Records to process
• • • • • • •

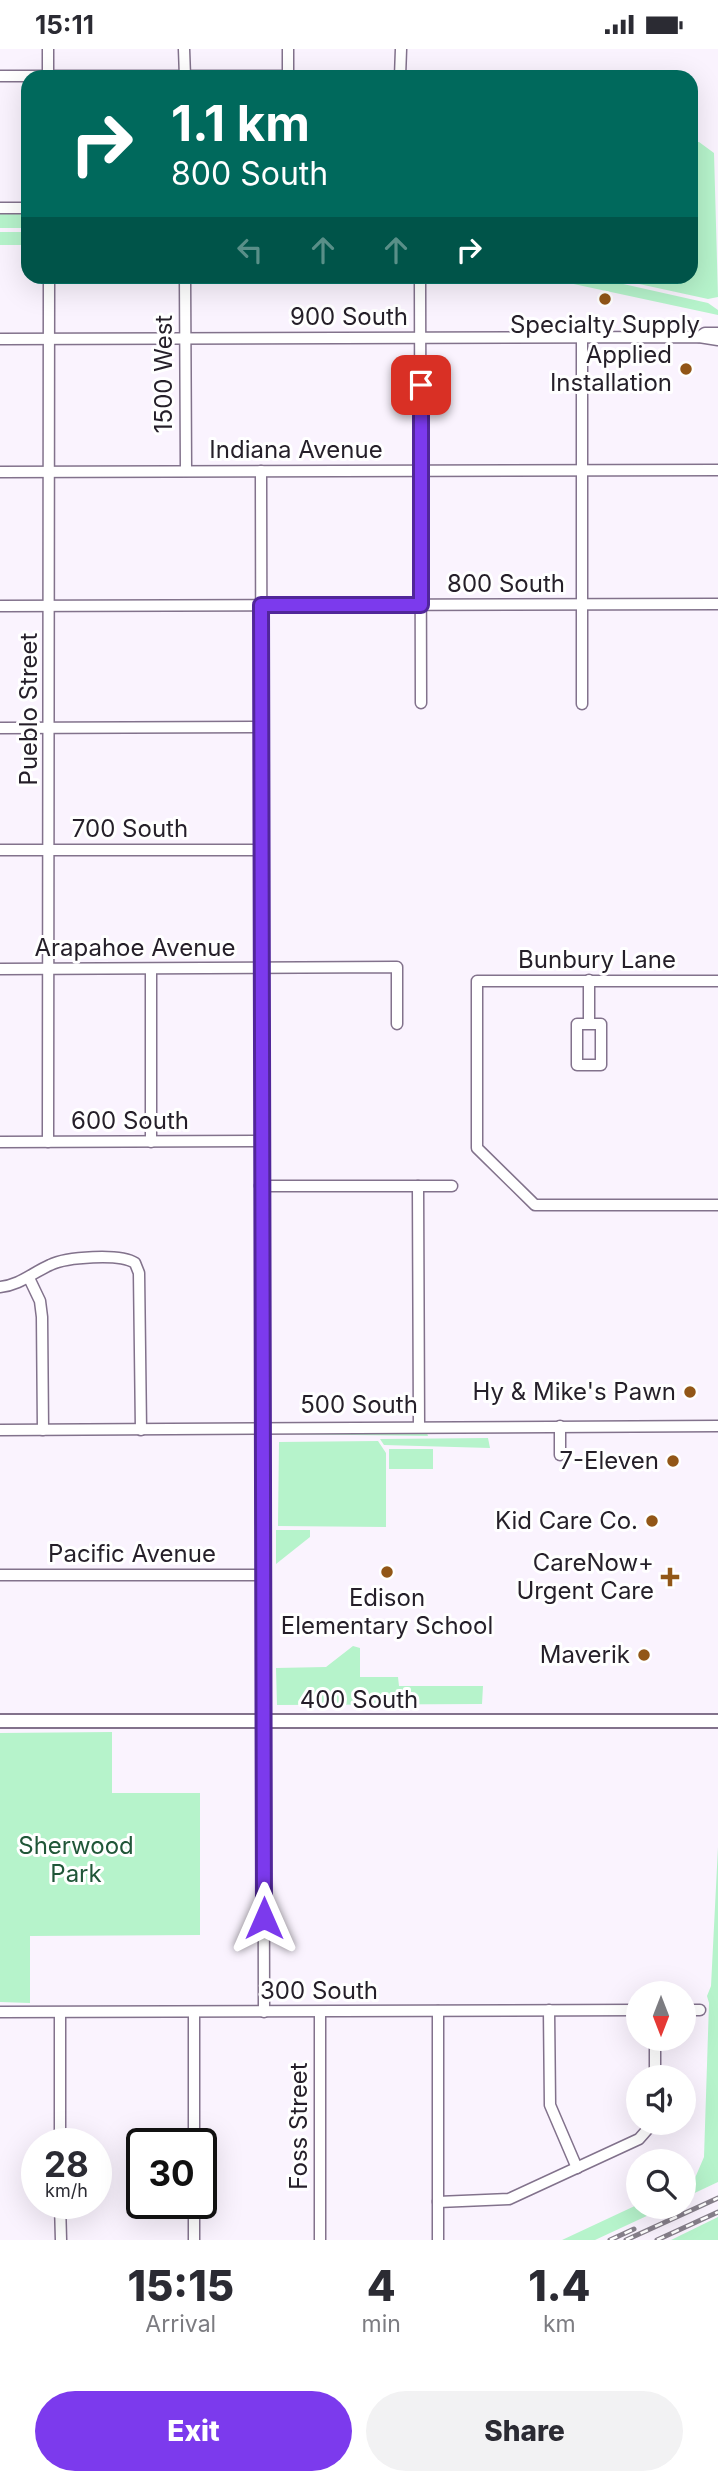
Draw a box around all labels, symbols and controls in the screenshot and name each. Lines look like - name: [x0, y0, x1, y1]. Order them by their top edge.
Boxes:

• • • • • • •

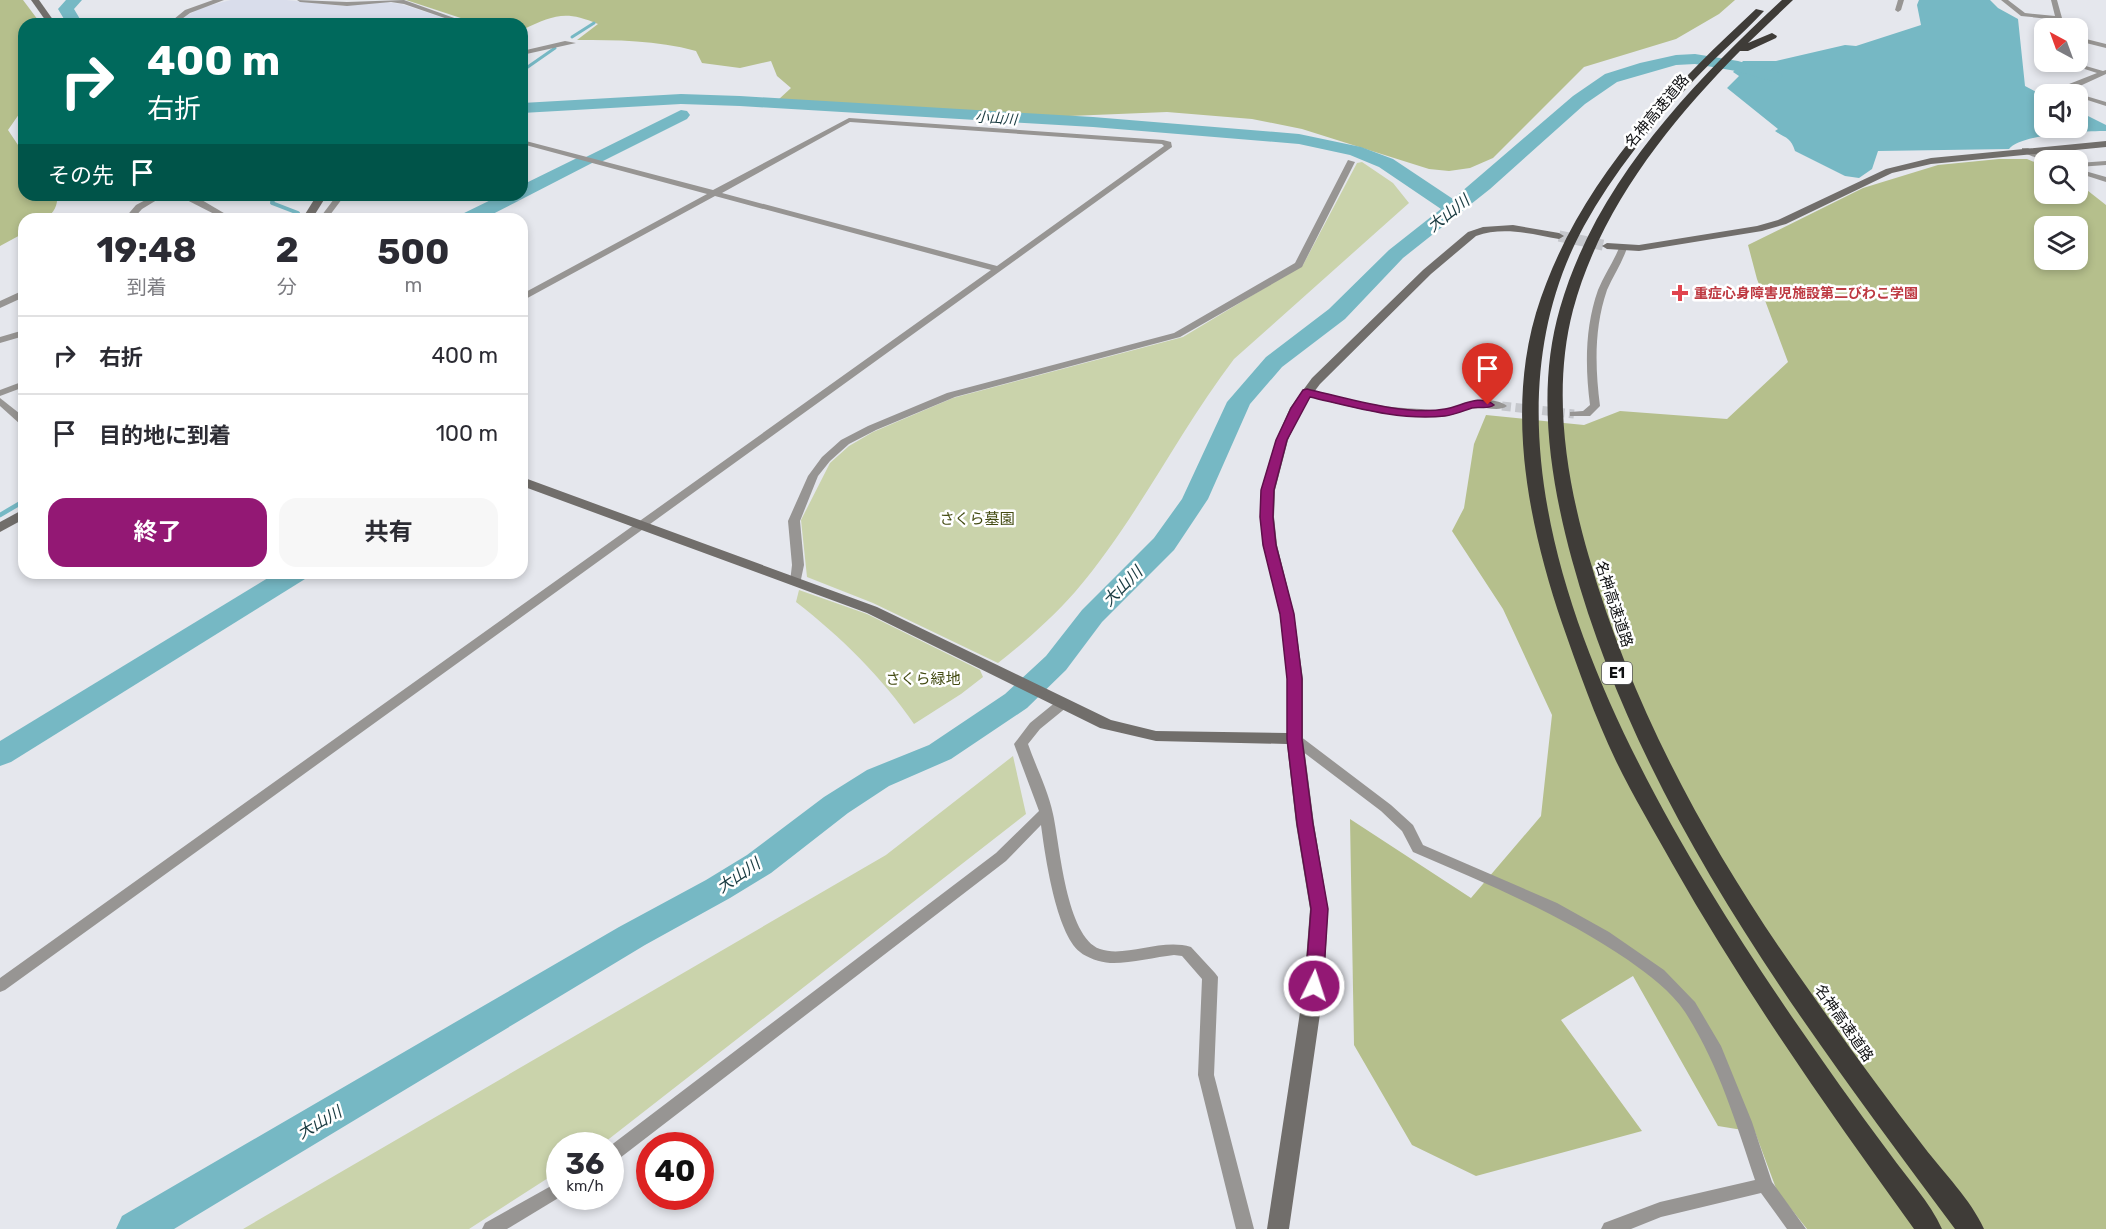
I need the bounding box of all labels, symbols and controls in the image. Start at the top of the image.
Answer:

• • • • • • •

Exercise objective
Wherever the string "labels" appears in the entries above, return the line it appears on.

Problem solution
Draw a box around all labels, symbols and controls in the screenshot and name each. Lines look like - name: [x0, y0, x1, y1]. Order them by their top edge.
I need the bounding box of all labels, symbols and controls in the image. Start at the top of the image.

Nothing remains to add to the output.